- _AIM OF THE TASK_: Output only an exact transcription of the line containing "M1322,2150L1379,2155" and all lines that follow it in the data below.

- _DATASET EXTRACT_:
+--

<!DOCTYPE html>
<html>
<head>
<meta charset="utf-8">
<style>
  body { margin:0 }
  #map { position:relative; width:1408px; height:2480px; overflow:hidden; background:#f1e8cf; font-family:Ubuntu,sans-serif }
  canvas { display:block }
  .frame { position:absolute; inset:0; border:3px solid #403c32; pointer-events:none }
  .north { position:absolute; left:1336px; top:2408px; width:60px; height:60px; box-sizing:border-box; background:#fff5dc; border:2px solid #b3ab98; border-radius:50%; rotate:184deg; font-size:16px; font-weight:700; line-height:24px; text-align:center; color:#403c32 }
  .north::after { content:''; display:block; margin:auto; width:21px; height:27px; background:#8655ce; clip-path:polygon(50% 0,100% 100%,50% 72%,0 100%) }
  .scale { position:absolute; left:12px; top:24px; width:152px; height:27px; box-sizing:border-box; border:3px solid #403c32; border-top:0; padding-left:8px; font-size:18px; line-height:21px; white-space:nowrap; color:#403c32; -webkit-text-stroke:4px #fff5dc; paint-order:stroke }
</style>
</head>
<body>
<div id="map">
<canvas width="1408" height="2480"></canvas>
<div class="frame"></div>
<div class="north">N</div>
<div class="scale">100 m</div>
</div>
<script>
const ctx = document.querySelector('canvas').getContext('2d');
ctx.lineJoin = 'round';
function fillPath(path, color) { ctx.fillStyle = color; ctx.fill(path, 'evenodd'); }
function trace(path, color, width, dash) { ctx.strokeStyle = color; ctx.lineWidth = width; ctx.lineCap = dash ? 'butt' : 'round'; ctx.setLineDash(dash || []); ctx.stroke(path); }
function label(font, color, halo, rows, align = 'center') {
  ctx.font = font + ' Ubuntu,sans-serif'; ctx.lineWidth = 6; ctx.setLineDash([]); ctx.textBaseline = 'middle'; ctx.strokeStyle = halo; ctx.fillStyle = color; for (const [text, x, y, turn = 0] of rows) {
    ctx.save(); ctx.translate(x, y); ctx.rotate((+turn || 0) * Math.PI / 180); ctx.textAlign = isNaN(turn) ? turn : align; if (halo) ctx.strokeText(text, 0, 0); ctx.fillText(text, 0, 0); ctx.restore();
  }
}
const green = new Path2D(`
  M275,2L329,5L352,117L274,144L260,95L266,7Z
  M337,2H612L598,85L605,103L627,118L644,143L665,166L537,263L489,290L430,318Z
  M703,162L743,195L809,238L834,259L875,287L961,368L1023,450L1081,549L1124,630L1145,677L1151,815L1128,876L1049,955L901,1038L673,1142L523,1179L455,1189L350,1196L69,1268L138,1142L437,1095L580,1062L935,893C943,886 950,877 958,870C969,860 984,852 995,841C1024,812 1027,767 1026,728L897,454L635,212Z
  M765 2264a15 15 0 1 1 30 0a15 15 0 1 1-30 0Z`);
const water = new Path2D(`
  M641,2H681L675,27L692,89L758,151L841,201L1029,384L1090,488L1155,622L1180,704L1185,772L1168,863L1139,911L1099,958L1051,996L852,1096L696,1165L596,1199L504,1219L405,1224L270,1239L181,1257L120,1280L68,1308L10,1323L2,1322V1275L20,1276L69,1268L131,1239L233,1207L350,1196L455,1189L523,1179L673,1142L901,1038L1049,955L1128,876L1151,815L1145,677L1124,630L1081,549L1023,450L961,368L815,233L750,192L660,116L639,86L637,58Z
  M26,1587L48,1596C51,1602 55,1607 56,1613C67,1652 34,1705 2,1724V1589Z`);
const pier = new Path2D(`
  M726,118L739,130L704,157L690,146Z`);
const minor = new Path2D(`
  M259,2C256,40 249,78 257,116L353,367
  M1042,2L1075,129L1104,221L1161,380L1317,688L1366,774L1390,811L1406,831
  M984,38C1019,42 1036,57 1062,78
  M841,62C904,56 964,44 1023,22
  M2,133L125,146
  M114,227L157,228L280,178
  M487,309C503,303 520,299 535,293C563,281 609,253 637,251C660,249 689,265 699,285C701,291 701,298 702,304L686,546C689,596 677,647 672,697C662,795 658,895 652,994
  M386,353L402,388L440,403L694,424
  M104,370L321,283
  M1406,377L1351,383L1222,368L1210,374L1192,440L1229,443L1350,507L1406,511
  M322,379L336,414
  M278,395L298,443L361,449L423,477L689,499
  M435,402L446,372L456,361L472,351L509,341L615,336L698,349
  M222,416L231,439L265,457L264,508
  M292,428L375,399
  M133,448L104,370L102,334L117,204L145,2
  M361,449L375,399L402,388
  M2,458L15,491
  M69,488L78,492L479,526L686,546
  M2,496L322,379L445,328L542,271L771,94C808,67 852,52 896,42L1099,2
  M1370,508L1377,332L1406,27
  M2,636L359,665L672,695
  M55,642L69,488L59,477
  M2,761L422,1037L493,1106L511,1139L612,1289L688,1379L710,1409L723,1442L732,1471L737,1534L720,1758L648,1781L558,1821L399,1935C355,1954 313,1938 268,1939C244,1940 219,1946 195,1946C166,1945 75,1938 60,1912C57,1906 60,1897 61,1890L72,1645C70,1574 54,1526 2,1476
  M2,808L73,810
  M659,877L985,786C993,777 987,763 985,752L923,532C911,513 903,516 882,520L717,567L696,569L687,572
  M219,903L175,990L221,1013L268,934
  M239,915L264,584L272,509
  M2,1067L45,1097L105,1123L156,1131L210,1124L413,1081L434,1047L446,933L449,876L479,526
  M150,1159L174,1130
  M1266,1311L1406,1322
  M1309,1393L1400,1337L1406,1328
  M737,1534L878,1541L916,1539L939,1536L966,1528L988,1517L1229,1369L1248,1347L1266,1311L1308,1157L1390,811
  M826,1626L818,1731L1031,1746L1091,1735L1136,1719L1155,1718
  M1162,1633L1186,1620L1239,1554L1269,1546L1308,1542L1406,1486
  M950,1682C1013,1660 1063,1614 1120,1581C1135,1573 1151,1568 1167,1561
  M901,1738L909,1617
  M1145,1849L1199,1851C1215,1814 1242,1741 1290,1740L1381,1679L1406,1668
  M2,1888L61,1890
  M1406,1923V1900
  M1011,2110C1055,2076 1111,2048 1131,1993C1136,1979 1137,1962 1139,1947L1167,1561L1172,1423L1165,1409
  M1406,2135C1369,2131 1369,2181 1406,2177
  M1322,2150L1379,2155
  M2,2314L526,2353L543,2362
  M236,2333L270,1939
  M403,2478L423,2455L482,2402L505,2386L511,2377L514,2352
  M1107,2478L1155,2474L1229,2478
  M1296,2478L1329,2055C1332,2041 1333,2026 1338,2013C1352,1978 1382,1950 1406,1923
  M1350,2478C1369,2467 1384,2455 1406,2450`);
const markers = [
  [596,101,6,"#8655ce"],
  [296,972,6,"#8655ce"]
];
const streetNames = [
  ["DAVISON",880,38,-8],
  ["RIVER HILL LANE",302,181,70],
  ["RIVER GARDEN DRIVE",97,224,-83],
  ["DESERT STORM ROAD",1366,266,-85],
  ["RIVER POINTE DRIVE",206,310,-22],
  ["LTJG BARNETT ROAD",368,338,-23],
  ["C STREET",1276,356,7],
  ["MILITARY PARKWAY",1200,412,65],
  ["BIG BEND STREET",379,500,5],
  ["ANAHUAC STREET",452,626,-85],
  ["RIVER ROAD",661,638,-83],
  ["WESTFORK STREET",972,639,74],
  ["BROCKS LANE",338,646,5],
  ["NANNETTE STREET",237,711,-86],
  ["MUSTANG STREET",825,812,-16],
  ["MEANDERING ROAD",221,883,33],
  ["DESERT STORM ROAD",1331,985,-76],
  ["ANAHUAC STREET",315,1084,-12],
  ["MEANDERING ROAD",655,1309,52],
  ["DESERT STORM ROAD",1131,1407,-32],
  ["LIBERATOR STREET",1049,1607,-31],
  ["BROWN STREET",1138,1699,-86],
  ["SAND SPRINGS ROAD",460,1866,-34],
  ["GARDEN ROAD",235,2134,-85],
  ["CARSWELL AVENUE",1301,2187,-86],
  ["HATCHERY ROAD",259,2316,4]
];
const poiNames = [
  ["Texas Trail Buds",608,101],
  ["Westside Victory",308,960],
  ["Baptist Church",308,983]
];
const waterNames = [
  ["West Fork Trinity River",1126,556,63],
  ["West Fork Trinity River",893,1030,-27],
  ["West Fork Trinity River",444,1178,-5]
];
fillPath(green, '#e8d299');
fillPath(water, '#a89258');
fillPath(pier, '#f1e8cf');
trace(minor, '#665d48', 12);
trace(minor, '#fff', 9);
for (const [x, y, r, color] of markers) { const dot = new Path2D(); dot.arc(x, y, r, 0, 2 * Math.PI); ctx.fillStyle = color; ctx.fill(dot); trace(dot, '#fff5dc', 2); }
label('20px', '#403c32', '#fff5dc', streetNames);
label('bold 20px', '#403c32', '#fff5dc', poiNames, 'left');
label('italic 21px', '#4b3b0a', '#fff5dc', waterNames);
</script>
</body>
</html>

+--

- _FINISHED TASK_:
  M1322,2150L1379,2155
  M2,2314L526,2353L543,2362
  M236,2333L270,1939
  M403,2478L423,2455L482,2402L505,2386L511,2377L514,2352
  M1107,2478L1155,2474L1229,2478
  M1296,2478L1329,2055C1332,2041 1333,2026 1338,2013C1352,1978 1382,1950 1406,1923
  M1350,2478C1369,2467 1384,2455 1406,2450`);
const markers = [
  [596,101,6,"#8655ce"],
  [296,972,6,"#8655ce"]
];
const streetNames = [
  ["DAVISON",880,38,-8],
  ["RIVER HILL LANE",302,181,70],
  ["RIVER GARDEN DRIVE",97,224,-83],
  ["DESERT STORM ROAD",1366,266,-85],
  ["RIVER POINTE DRIVE",206,310,-22],
  ["LTJG BARNETT ROAD",368,338,-23],
  ["C STREET",1276,356,7],
  ["MILITARY PARKWAY",1200,412,65],
  ["BIG BEND STREET",379,500,5],
  ["ANAHUAC STREET",452,626,-85],
  ["RIVER ROAD",661,638,-83],
  ["WESTFORK STREET",972,639,74],
  ["BROCKS LANE",338,646,5],
  ["NANNETTE STREET",237,711,-86],
  ["MUSTANG STREET",825,812,-16],
  ["MEANDERING ROAD",221,883,33],
  ["DESERT STORM ROAD",1331,985,-76],
  ["ANAHUAC STREET",315,1084,-12],
  ["MEANDERING ROAD",655,1309,52],
  ["DESERT STORM ROAD",1131,1407,-32],
  ["LIBERATOR STREET",1049,1607,-31],
  ["BROWN STREET",1138,1699,-86],
  ["SAND SPRINGS ROAD",460,1866,-34],
  ["GARDEN ROAD",235,2134,-85],
  ["CARSWELL AVENUE",1301,2187,-86],
  ["HATCHERY ROAD",259,2316,4]
];
const poiNames = [
  ["Texas Trail Buds",608,101],
  ["Westside Victory",308,960],
  ["Baptist Church",308,983]
];
const waterNames = [
  ["West Fork Trinity River",1126,556,63],
  ["West Fork Trinity River",893,1030,-27],
  ["West Fork Trinity River",444,1178,-5]
];
fillPath(green, '#e8d299');
fillPath(water, '#a89258');
fillPath(pier, '#f1e8cf');
trace(minor, '#665d48', 12);
trace(minor, '#fff', 9);
for (const [x, y, r, color] of markers) { const dot = new Path2D(); dot.arc(x, y, r, 0, 2 * Math.PI); ctx.fillStyle = color; ctx.fill(dot); trace(dot, '#fff5dc', 2); }
label('20px', '#403c32', '#fff5dc', streetNames);
label('bold 20px', '#403c32', '#fff5dc', poiNames, 'left');
label('italic 21px', '#4b3b0a', '#fff5dc', waterNames);
</script>
</body>
</html>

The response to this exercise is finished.